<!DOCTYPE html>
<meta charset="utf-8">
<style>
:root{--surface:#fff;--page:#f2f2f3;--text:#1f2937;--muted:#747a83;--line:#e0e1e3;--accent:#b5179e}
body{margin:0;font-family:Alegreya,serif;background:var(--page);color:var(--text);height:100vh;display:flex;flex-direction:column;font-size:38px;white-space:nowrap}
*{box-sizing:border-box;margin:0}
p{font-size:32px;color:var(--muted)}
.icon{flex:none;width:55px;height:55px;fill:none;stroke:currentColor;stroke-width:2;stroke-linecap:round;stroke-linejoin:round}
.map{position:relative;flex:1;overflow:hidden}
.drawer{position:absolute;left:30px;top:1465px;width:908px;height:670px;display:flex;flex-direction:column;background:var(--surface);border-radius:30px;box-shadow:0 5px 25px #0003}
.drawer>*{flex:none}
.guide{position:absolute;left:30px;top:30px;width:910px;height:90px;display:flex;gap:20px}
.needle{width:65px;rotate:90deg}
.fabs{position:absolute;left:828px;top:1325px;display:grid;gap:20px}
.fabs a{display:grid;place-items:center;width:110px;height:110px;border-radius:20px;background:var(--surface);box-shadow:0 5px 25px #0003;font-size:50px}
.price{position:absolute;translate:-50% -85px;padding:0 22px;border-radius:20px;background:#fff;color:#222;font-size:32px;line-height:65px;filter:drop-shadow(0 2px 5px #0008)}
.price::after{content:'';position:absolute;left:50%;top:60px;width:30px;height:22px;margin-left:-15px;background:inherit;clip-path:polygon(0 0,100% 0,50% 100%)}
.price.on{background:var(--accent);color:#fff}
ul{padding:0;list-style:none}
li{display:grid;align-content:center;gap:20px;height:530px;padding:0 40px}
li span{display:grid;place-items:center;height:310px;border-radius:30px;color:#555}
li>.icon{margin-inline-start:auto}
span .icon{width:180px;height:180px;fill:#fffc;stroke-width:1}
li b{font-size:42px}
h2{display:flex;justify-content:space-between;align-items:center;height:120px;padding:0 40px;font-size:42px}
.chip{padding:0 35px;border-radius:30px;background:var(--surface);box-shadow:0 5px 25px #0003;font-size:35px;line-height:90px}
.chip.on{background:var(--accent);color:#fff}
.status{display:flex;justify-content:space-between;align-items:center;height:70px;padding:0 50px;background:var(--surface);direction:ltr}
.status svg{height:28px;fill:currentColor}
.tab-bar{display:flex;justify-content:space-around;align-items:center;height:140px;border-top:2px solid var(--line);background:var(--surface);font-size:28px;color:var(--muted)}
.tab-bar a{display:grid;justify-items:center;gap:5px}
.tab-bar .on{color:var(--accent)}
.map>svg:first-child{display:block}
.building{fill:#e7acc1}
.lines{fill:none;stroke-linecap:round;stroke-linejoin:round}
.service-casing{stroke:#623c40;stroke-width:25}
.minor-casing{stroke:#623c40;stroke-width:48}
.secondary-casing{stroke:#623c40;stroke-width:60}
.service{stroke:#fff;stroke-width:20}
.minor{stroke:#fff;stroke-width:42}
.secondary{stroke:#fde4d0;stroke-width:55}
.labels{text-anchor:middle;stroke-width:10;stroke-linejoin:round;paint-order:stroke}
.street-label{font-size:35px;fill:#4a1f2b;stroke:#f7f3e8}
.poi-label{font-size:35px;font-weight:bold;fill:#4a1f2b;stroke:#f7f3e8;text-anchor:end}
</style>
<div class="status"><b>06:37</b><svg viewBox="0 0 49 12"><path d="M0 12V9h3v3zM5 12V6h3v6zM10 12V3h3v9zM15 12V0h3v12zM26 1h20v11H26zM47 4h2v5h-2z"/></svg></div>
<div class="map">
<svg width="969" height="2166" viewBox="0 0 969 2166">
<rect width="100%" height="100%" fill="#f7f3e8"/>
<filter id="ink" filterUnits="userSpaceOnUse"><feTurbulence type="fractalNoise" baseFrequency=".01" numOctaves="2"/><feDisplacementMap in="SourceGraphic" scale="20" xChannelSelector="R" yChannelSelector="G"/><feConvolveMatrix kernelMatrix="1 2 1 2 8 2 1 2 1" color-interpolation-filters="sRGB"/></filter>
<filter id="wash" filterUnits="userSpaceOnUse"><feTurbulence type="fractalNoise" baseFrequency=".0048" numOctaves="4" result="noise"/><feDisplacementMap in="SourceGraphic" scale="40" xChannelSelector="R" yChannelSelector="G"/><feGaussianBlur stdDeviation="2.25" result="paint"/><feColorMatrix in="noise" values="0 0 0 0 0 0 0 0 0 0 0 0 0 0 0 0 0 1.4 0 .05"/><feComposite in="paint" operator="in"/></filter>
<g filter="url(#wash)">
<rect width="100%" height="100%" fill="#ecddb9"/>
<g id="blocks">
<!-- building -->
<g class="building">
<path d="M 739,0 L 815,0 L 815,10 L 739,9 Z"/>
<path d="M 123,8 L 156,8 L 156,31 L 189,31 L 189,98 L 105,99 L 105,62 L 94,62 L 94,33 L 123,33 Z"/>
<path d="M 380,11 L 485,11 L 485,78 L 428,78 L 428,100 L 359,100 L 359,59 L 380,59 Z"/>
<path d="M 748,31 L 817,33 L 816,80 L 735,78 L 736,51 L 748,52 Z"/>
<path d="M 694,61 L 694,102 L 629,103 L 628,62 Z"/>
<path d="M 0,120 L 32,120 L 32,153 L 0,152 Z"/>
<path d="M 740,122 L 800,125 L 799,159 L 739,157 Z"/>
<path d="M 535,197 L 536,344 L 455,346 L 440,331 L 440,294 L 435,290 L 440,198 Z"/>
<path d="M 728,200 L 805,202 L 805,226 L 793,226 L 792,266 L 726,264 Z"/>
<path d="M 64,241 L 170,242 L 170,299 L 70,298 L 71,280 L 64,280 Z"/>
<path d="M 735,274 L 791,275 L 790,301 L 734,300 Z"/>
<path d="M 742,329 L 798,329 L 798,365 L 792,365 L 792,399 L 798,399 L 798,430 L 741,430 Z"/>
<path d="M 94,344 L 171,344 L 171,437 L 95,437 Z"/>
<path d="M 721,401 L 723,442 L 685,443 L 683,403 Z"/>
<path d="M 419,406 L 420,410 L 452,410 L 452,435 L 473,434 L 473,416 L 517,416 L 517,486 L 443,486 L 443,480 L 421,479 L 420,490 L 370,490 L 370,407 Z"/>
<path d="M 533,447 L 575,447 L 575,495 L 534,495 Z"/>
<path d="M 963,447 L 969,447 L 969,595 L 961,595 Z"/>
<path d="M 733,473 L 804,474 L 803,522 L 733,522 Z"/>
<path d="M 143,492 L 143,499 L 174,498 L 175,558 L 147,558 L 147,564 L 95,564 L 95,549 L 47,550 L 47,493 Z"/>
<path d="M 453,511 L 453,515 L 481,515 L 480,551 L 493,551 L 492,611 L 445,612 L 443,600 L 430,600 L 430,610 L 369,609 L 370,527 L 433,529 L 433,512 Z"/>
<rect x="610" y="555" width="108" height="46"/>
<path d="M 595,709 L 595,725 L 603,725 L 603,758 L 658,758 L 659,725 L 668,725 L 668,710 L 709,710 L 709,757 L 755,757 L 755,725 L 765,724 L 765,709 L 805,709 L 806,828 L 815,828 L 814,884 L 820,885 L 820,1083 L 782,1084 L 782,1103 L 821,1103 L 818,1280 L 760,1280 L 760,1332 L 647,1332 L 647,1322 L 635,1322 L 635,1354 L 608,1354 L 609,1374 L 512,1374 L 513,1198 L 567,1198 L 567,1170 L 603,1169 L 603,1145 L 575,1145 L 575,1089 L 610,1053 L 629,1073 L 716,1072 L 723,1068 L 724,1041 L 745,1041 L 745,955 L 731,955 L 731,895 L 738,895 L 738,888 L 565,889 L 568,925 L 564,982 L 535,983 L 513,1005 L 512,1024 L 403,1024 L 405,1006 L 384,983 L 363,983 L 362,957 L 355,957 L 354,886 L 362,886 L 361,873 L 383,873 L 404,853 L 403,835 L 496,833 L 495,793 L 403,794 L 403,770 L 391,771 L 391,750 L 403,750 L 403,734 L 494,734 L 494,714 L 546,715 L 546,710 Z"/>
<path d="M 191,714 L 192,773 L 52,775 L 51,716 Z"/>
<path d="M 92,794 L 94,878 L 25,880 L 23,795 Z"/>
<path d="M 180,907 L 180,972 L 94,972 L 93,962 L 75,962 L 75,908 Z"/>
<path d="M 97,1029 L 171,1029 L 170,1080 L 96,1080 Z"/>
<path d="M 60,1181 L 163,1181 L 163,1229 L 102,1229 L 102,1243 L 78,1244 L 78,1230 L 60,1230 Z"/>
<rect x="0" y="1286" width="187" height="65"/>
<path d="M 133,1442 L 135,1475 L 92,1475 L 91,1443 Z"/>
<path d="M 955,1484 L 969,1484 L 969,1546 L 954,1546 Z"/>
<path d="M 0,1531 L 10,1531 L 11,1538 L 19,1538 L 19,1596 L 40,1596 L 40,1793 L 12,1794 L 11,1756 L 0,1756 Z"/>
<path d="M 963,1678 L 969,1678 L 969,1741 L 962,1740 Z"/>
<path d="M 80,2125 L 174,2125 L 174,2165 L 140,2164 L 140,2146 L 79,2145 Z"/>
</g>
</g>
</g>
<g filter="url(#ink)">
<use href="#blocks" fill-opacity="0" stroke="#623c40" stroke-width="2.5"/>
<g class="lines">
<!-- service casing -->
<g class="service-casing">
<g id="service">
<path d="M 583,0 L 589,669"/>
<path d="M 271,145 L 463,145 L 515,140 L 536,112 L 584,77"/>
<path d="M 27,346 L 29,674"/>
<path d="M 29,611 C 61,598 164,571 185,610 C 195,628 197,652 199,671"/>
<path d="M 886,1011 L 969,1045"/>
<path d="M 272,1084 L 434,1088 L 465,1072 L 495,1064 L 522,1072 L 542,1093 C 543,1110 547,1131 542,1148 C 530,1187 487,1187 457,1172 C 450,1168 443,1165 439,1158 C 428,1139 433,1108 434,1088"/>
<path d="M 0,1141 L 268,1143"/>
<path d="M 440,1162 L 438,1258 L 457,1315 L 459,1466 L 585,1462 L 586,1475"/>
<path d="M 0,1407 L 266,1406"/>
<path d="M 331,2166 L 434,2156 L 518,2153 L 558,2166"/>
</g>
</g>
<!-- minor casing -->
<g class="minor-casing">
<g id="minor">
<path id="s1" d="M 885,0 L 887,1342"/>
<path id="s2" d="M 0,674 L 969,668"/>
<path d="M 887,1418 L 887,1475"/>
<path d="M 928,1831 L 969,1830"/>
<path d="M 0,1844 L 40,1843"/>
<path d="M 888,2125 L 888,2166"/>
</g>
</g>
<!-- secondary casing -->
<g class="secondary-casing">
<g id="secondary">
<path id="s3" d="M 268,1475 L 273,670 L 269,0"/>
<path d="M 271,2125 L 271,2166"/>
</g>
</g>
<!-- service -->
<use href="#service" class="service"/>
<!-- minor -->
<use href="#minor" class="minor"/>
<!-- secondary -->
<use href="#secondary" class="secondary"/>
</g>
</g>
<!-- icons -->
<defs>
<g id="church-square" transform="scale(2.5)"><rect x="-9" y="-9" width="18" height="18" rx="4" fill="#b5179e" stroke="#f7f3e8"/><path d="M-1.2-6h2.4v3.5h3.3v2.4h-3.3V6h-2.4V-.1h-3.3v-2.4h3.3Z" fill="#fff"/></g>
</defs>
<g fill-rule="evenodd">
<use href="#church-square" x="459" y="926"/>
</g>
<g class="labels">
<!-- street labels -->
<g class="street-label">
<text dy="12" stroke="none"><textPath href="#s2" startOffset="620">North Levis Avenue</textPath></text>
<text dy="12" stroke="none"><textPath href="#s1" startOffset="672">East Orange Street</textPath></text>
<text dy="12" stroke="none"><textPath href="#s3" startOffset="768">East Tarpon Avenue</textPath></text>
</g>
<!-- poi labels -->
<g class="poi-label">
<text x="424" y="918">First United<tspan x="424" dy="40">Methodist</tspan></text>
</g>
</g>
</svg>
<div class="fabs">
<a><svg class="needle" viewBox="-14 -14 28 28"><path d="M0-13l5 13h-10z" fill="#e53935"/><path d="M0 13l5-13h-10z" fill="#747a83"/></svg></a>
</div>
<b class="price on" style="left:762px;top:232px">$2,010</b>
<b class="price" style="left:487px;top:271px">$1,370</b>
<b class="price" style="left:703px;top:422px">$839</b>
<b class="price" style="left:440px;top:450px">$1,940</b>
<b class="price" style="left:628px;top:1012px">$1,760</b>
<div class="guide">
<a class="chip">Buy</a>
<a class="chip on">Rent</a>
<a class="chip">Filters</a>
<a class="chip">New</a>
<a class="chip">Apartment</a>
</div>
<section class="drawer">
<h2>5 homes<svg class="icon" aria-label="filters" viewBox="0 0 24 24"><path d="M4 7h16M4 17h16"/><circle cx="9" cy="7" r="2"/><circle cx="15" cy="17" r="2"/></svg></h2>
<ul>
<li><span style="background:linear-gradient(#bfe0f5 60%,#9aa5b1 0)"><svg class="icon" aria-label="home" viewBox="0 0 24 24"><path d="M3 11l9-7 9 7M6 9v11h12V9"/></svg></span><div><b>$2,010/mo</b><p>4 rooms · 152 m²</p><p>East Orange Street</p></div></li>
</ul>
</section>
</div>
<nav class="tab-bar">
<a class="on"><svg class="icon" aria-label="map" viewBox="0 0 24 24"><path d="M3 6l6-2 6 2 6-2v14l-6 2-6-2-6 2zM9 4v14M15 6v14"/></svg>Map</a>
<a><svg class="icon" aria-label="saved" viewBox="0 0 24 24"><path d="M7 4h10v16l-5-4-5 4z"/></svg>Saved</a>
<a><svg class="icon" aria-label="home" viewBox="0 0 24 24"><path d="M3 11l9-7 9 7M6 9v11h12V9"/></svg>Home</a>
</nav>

• _Work item_
Please filter the data down to the lines containing the word "direction".

• _Your response_
body{margin:0;font-family:Alegreya,serif;background:var(--page);color:var(--text);height:100vh;display:flex;flex-direction:column;font-size:38px;white-space:nowrap}
.drawer{position:absolute;left:30px;top:1465px;width:908px;height:670px;display:flex;flex-direction:column;background:var(--surface);border-radius:30px;box-shadow:0 5px 25px #0003}
.status{display:flex;justify-content:space-between;align-items:center;height:70px;padding:0 50px;background:var(--surface);direction:ltr}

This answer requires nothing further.